Right, so, I took a deep breath and began to push the pee out. My face winced, and I’m pretty sure I made several unmanly shrieks. Finally, after 13 eternal seconds, I gave birth to a 4.6mm bundle of joy (not 3mm).
In all it took 51 days from the time I first showed signs of having a kidney stone to that moment of painful joy when it hit the bottom of the strainer. And since you’re probably wondering, the most intense pain occurred in three places. When the stone passed into the ureter, when it dropped into the bladder, and when it exited through my shaft. But now it’s over. At least until the next time. Because there’s a 70% chance of recurrence within 5 years. FML.
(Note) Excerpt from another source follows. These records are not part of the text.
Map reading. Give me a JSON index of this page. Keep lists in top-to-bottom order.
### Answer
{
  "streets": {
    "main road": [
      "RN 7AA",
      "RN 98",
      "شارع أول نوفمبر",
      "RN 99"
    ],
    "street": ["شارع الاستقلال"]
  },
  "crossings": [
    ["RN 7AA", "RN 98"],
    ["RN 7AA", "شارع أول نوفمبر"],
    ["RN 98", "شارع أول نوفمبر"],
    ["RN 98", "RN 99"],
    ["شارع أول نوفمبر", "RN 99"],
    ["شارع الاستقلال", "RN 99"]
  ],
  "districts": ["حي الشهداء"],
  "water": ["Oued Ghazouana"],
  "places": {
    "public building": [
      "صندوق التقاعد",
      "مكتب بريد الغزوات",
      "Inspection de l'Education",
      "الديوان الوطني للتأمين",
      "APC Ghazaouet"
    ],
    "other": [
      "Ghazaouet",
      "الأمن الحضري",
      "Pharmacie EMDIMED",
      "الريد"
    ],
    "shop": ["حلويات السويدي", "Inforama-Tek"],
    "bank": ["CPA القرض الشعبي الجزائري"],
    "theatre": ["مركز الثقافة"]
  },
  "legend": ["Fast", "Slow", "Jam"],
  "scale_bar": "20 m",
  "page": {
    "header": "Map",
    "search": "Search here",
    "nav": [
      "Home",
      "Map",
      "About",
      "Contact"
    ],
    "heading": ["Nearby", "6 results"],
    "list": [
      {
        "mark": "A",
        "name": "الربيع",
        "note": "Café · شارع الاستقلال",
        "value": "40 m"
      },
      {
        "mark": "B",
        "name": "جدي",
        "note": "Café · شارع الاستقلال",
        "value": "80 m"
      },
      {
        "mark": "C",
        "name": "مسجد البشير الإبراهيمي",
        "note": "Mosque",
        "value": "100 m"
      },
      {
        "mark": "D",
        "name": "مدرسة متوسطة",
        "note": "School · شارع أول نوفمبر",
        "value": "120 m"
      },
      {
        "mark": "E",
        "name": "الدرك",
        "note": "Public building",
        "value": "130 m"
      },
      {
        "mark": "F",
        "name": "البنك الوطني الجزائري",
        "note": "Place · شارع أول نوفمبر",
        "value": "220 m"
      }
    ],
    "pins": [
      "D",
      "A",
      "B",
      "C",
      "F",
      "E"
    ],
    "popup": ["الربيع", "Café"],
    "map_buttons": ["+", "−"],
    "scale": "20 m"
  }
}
First let me say, Holy Shit! 4.5?! I have been in the emergency room twice with these little bastards. The first time after spending the better part of a day writhing in pain not knowing why and wondering why I didn’t pay more attention in school (where is my appendix?). The second time I knew what it was but couldn’t keep anything down including water to aid in flushing anything out- they had terrified me about kidney failure and, unable to get off of the floor, I entertained the thought…along with “kill me please”. Before you question my level of pain tolerance, I will add that I delivered both of my children naturally and without pain medication. Not a wussy. Every time I think I feel that sensation in my back I take a shot of half olive oil and half lemon juice. Seems to help- haven’t had one in over a year. Also apple cider vinegar can help. Good luck!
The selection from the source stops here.